### [Data shown]
Content starts

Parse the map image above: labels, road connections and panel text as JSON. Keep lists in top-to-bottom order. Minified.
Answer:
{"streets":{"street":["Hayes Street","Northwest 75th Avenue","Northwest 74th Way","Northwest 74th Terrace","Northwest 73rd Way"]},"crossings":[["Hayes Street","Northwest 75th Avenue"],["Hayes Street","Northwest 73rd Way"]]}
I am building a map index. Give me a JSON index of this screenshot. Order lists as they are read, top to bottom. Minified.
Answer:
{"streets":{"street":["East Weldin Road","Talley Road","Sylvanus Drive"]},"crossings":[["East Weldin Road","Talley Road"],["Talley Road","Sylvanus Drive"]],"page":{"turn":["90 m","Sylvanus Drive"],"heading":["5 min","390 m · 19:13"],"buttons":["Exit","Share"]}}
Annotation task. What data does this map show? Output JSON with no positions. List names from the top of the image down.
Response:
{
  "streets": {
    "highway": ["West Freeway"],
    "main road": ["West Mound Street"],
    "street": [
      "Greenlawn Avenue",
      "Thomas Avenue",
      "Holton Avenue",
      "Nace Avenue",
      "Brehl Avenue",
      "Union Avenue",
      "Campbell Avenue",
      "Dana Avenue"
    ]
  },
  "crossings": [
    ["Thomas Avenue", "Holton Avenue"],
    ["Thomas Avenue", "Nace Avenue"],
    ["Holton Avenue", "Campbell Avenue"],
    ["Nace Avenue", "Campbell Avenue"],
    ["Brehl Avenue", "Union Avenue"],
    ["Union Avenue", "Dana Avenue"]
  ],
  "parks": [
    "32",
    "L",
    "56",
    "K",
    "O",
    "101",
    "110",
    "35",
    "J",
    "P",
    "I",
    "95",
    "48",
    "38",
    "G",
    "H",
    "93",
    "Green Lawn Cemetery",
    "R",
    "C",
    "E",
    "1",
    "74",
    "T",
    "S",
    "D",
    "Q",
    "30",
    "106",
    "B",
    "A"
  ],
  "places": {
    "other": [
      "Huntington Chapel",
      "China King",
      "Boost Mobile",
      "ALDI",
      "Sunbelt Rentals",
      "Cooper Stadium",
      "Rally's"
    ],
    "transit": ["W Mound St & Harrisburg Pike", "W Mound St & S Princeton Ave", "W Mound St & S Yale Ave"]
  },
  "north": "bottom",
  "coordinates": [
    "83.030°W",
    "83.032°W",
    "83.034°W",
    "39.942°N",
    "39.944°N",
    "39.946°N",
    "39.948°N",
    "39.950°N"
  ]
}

Content ends

### [Assigned task]
All entries should be restated word for word.

### [Your solution]
Parse the map image above: labels, road connections and panel text as JSON. Keep lists in top-to-bottom order. Minified.
Answer:
{"streets":{"street":["Hayes Street","Northwest 75th Avenue","Northwest 74th Way","Northwest 74th Terrace","Northwest 73rd Way"]},"crossings":[["Hayes Street","Northwest 75th Avenue"],["Hayes Street","Northwest 73rd Way"]]}
I am building a map index. Give me a JSON index of this screenshot. Order lists as they are read, top to bottom. Minified.
Answer:
{"streets":{"street":["East Weldin Road","Talley Road","Sylvanus Drive"]},"crossings":[["East Weldin Road","Talley Road"],["Talley Road","Sylvanus Drive"]],"page":{"turn":["90 m","Sylvanus Drive"],"heading":["5 min","390 m · 19:13"],"buttons":["Exit","Share"]}}
Annotation task. What data does this map show? Output JSON with no positions. List names from the top of the image down.
Response:
{
  "streets": {
    "highway": ["West Freeway"],
    "main road": ["West Mound Street"],
    "street": [
      "Greenlawn Avenue",
      "Thomas Avenue",
      "Holton Avenue",
      "Nace Avenue",
      "Brehl Avenue",
      "Union Avenue",
      "Campbell Avenue",
      "Dana Avenue"
    ]
  },
  "crossings": [
    ["Thomas Avenue", "Holton Avenue"],
    ["Thomas Avenue", "Nace Avenue"],
    ["Holton Avenue", "Campbell Avenue"],
    ["Nace Avenue", "Campbell Avenue"],
    ["Brehl Avenue", "Union Avenue"],
    ["Union Avenue", "Dana Avenue"]
  ],
  "parks": [
    "32",
    "L",
    "56",
    "K",
    "O",
    "101",
    "110",
    "35",
    "J",
    "P",
    "I",
    "95",
    "48",
    "38",
    "G",
    "H",
    "93",
    "Green Lawn Cemetery",
    "R",
    "C",
    "E",
    "1",
    "74",
    "T",
    "S",
    "D",
    "Q",
    "30",
    "106",
    "B",
    "A"
  ],
  "places": {
    "other": [
      "Huntington Chapel",
      "China King",
      "Boost Mobile",
      "ALDI",
      "Sunbelt Rentals",
      "Cooper Stadium",
      "Rally's"
    ],
    "transit": ["W Mound St & Harrisburg Pike", "W Mound St & S Princeton Ave", "W Mound St & S Yale Ave"]
  },
  "north": "bottom",
  "coordinates": [
    "83.030°W",
    "83.032°W",
    "83.034°W",
    "39.942°N",
    "39.944°N",
    "39.946°N",
    "39.948°N",
    "39.950°N"
  ]
}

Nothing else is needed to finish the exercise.